The Qcloud, announced at the launch of the British Science Festival 2013, aims to make quantum computing available for anyone to try. By providing remote access via the Internet to the university’s quantum processor, which is housed at the Centre for Quantum Photonics, the project is effectively the world's first such open-access system.
Quantum computers are scarce and most are being used in academic research. From 20 September 2013, anyone can tap in to the power of quantum computing via a dedicated website, www.bristol.ac.uk/quantum-computing
Schools, academic research institutions and also members of the public can log on and gain access to a quantum simulator. User guides and manuals will be provided to help users get to grips with the basics of quantum computing. Once users are satisfied with the results of their simulation, they can submit their experiment to be run on a real quantum photonic processor.
The project’s researchers want to make the possibilities of quantum computing available to the next generation of engineers, mathematicians, scientists and entrepreneurs.
“I hope that by helping schools to access this technology, and working with the British Science Association to provide educational content around quantum computing, we can achieve incredible things,” said project leader, Professor Jeremy O’Brien.
Quantum computing relies on qubit as its unit of information, as opposed to the current more simple binary system.

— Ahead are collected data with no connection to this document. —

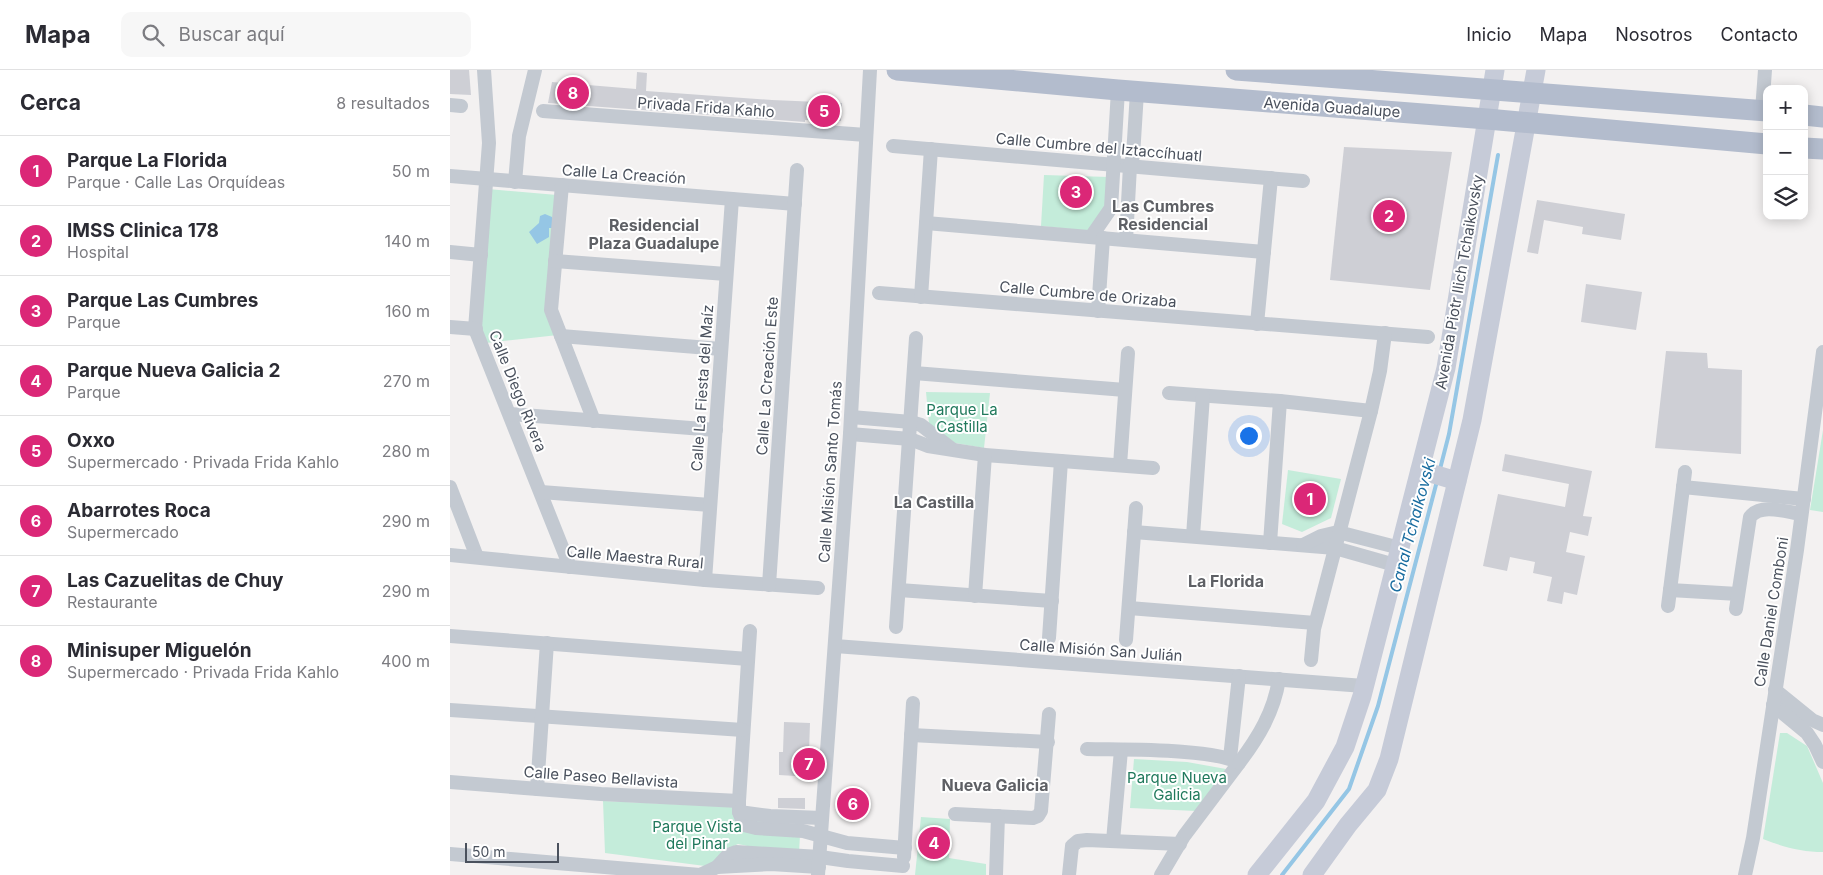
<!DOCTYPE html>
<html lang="es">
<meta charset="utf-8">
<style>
:root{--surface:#fff;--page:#f7f7f7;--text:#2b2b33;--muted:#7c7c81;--line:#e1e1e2;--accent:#db2777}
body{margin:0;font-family:Inter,sans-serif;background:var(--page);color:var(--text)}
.controls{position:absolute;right:15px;top:15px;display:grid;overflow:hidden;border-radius:10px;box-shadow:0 2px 12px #0003}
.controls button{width:45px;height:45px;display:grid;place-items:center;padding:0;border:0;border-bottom:1px solid var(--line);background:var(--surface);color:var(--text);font:25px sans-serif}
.scale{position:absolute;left:15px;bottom:12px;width:94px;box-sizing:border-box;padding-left:5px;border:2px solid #4a515d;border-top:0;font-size:14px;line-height:18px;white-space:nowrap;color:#4a515d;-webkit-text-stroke:4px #fff;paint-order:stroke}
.you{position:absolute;left:798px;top:365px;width:18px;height:18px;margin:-12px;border:4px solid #fff;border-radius:50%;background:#1a73e8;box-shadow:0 0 0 8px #1a73e833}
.badge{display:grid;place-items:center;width:32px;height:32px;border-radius:50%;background:var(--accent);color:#fff;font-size:16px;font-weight:700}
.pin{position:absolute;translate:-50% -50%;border:2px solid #fff;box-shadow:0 1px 5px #0006}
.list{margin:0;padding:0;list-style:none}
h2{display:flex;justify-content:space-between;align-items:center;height:65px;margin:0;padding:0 20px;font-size:21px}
h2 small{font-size:16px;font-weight:400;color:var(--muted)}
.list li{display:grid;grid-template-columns:32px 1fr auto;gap:15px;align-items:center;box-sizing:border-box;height:70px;padding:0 20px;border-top:1px solid var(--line)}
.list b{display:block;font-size:19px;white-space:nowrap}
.list p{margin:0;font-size:16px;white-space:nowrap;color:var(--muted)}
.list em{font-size:16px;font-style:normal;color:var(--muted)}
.icon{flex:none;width:28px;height:28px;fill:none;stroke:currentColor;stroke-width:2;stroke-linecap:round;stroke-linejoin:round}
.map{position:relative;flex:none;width:1373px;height:805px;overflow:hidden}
header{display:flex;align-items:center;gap:30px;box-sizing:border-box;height:70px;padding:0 25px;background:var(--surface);border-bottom:1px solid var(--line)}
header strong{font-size:24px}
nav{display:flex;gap:28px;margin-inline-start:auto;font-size:18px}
.search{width:350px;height:45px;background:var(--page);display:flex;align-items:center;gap:12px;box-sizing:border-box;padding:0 18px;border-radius:10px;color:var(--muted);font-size:19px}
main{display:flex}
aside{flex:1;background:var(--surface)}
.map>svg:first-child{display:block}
.green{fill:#c4ecda}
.water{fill:#95c6e5}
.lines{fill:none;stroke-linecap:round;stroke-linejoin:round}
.stream{stroke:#95c6e5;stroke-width:4}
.building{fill:#cecfd5}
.street{stroke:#c3c9d1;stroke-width:14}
.secondary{stroke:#c6cbd8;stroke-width:19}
.primary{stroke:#b3bccd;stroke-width:21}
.labels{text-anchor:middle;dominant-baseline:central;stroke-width:4;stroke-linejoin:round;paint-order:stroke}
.street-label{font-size:15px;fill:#4a515d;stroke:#fff}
.park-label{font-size:15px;fill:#20795c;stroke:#fff}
.neighbourhood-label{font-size:16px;font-weight:bold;fill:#5e6065;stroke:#fff}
.water-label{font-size:16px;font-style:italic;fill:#1a6da0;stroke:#fff}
</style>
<header>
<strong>Mapa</strong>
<div class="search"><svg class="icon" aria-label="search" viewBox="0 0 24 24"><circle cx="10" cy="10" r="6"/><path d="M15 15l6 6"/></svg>Buscar aquí</div>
<nav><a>Inicio</a><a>Mapa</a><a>Nosotros</a><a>Contacto</a></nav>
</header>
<main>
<aside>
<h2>Cerca<small>8 resultados</small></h2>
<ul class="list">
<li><span class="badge">1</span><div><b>Parque La Florida</b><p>Parque · Calle Las Orquídeas</p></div><em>50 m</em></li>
<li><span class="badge">2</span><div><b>IMSS Clinica 178</b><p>Hospital</p></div><em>140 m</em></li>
<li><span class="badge">3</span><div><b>Parque Las Cumbres</b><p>Parque</p></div><em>160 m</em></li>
<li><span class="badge">4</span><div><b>Parque Nueva Galicia 2</b><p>Parque</p></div><em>270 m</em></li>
<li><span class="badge">5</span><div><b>Oxxo</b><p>Supermercado · Privada Frida Kahlo</p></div><em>280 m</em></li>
<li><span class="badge">6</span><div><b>Abarrotes Roca</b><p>Supermercado</p></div><em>290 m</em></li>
<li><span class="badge">7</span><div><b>Las Cazuelitas de Chuy</b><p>Restaurante</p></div><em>290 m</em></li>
<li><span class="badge">8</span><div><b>Minisuper Miguelón</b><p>Supermercado · Privada Frida Kahlo</p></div><em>400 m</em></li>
</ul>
</aside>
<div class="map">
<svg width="1373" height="805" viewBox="0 0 1373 805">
<rect width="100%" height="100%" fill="#f3f1f1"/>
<g class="green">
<path d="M 594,105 L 659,107 L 658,138 L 639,161 L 591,156 Z"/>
<path d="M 38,119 L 107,125 L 108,265 L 36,273 L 30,259 Z"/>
<path d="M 476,322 L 540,323 L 534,378 L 505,373 L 479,354 Z"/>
<path d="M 1373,360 L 1373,442 L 1360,440 Z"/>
<path d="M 838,400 L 891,409 L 881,448 L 852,462 L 832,454 Z"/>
<path d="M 1330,663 L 1337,663 L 1357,676 L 1373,713 L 1373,782 C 1352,782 1333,777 1313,769 Z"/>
<path d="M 684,689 L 737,692 L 776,699 L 746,741 L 680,738 Z"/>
<path d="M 153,731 L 286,737 L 350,765 L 349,783 L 321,781 L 288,774 L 273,781 L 264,792 L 255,796 L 155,783 Z"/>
<path d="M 471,747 L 500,749 L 499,788 L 536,794 L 536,805 L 465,805 Z"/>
</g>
<path class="water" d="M 95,144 L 102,147 L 104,158 L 99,158 L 99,167 L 87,174 L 79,162 L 89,153 L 90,146 Z"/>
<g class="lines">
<g class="stream">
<path d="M 990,399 L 999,364 L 1048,85"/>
<path d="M 832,805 L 899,719 L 928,636 L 987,411"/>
</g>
</g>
<g class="building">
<path d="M 0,0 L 19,0 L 21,25 L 0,24 Z"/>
<path d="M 187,2 L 197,3 L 196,21 L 322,30 L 392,33 L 391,51 L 355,50 L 355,52 L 98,33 L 102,12 L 186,19 Z"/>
<path d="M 894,77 L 1002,82 L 980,220 L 880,210 Z"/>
<path d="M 1087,130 L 1175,144 L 1171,170 L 1132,164 L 1133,157 L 1094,150 L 1088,184 L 1077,182 Z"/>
<path d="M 1136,214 L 1192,222 L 1186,260 L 1131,252 Z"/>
<path d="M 1216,281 L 1257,283 L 1258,298 L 1292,300 L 1291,384 L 1205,378 Z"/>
<path d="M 1055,384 L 1142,401 L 1133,446 L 1142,447 L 1138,466 L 1120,462 L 1116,482 L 1135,486 L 1127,525 L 1114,522 L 1112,534 L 1097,531 L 1102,507 L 1083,503 L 1085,492 L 1060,487 L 1057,501 L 1033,496 L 1048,424 L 1115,437 L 1119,414 L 1052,401 Z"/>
<path d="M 334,652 L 360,653 L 359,682 L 363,683 L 362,707 L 329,705 L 329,682 L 333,682 Z"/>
<path d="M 396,725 L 418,726 L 418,743 L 396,742 Z"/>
<path d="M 328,728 L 355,728 L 355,739 L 328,738 Z"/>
</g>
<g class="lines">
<g class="street">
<path d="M 34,0 L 39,73 L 25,259 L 120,497"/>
<path d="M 0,35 L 11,36"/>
<path d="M 93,41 L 416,65"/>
<path d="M 1312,41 L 1315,0"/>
<path d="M 443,76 L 853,111"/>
<path d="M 0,106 L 345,134"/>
<path d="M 65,112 L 69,66 L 85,0"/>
<path d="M 112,115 L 101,240 L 144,351"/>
<path d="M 476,153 L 814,182"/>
<path d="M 641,167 L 661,138 L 668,20"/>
<path d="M 676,170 L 680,96 L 683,86 L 687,22"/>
<path d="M 0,182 L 31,185"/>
<path d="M 105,191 L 276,204"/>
<path d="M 429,223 L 978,267"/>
<path d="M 471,227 L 481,79"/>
<path d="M 648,241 L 653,168"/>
<path d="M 807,254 L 821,108"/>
<path d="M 0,257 L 26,259"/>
<path d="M 111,266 L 271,279"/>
<path d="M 464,303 L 675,320"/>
<path d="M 719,323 L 830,331 L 921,341"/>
<path d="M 60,344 L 266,360"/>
<path d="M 401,347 L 461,352 L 471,355 L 502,379"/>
<path d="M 400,364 L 460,369 L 478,376 L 535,385 L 703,398"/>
<path d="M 670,395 L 678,283"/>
<path d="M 0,417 L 27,487"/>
<path d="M 1233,417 L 1354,429"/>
<path d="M 91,422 L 260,435"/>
<path d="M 684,462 L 885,478 L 945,495"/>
<path d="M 743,466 L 753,326"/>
<path d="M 820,473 L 830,331"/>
<path d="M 853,475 L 871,466 L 888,462 L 950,478"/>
<path d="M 0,485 L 255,510 L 368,518"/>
<path d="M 255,510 L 282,129"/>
<path d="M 319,515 L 347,100"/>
<path d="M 449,520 L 602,531"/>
<path d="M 1220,520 L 1288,524"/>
<path d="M 525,526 L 535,385"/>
<path d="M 1218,536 L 1235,402"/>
<path d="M 679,538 L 865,553"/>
<path d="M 1286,539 L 1300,447 C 1311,433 1336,442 1351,444"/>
<path d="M 446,557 L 466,268"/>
<path d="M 300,561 L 289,731 L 289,742 L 294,755 L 306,758 L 353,761 L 397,773 L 455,778"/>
<path d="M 0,566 L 298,589"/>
<path d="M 599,568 L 611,391"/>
<path d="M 676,570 L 686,438"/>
<path d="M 385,576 L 914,616"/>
<path d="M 861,590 L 864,559 L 921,341 L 930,301 L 935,263"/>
<path d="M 1325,620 L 1362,650 L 1373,655"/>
<path d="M 1323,635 L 1357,663 L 1365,675 L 1373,692"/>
<path d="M 0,640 L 293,660"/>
<path d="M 461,665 L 598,672"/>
<path d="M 637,679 C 670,680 764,678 789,693 L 734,766 L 711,805"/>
<path d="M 780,688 L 789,606"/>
<path d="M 789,693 C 808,668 824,642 829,609"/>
<path d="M 0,712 L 151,724 L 289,731"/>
<path d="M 87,719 L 97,573"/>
<path d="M 289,742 L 320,746 L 372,748"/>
<path d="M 505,744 L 583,748 L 588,746 L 591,741 L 599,644"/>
<path d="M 663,771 L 671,680"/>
<path d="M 0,784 L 250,805 L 267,797 L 278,785 L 286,782 L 370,787 L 398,791 L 453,796"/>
<path d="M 454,787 L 463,633"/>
<path d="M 267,797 L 321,794 L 369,797"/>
<path d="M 368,805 L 400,364 L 420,0"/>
<path d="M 546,805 L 548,746"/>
<path d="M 619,805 L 622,776 L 628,771 L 637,770 L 730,774"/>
<path d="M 1295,805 L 1303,768 L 1347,480 L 1373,282"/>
</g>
<g class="secondary">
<path d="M 970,400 L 1007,411"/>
<path d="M 807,805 L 866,731 L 895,677 L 912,626 L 996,298 L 1045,0"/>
<path d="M 862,805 L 898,755 L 927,720 L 939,689 L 1022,350 L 1086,0"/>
</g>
<g class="primary">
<path d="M 447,0 L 668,20 L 1037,49 L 1317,74"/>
<path d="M 786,0 L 1317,41"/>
<path d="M 1354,45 L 1373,47"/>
<path d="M 1354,78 L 1373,79"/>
</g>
</g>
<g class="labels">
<g class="street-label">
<text transform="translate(256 37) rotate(4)">Privada Frida Kahlo</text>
<text transform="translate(882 37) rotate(4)">Avenida Guadalupe</text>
<text transform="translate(649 77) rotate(5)">Calle Cumbre del Iztaccíhuatl</text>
<text transform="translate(174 104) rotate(4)">Calle La Creación</text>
<text transform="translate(1009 212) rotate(-80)">Avenida Piotr Ilich Tchaikovsky</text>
<text transform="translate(638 224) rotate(5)">Calle Cumbre de Orizaba</text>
<text transform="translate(317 306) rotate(-86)">Calle La Creación Este</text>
<text transform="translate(252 318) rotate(-86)">Calle La Fiesta del Maíz</text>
<text transform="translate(68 321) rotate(68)">Calle Diego Rivera</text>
<text transform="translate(380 402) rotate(-86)">Calle Misión Santo Tomás</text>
<text transform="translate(185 487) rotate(5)">Calle Maestra Rural</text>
<text transform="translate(1321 542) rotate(-81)">Calle Daniel Comboni</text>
<text transform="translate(651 580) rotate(4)">Calle Misión San Julián</text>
<text transform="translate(151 707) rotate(4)">Calle Paseo Bellavista</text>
</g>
<g class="park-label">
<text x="512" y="339">Parque La<tspan x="512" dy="17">Castilla</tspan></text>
<text x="727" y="707">Parque Nueva<tspan x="727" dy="17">Galicia</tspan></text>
<text x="247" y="756">Parque Vista<tspan x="247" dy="17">del Pinar</tspan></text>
</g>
<g class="neighbourhood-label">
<text x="713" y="136">Las Cumbres<tspan x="713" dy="18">Residencial</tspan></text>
<text x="204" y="155">Residencial<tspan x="204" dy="18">Plaza Guadalupe</tspan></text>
<text x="484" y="432">La Castilla</text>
<text x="776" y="511">La Florida</text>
<text x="545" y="715">Nueva Galicia</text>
</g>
<g class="water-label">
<text transform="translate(962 455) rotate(-75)">Canal Tchaikovski</text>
</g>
</g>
</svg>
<div class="controls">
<button>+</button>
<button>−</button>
<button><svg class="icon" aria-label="layers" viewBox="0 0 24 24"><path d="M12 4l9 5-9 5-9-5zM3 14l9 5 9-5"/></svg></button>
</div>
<div class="scale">50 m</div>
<div class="you"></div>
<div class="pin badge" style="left:860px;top:429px">1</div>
<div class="pin badge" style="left:939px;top:146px">2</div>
<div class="pin badge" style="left:626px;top:122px">3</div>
<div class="pin badge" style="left:484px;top:773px">4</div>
<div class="pin badge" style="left:374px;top:41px">5</div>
<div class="pin badge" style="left:403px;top:734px">6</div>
<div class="pin badge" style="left:359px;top:694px">7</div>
<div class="pin badge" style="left:123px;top:23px">8</div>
</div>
</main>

The qubit can exist in multiple states at the same time, a phenomenon known as superposition. Essentially this allows complex computations to be performed exponentially faster than classic computers are able to do.
“This technology has helped accelerate our research and is allowing us to do things we never thought possible,” Prof O’Brien continued.
Quantum computing has for example enabled ultra-secure communications through the exchange of Quantum Keys, measurements beyond the classical limits of precision, and calculations such as factoring numbers or solving optimisation problems.
“The fact that we can give budding young talent access to some of the most advanced computing technology is something that we, as a nation, should be extremely proud of,” said Professor Sir Paul Nurse, Nobel Laureate and president of the Royal Society.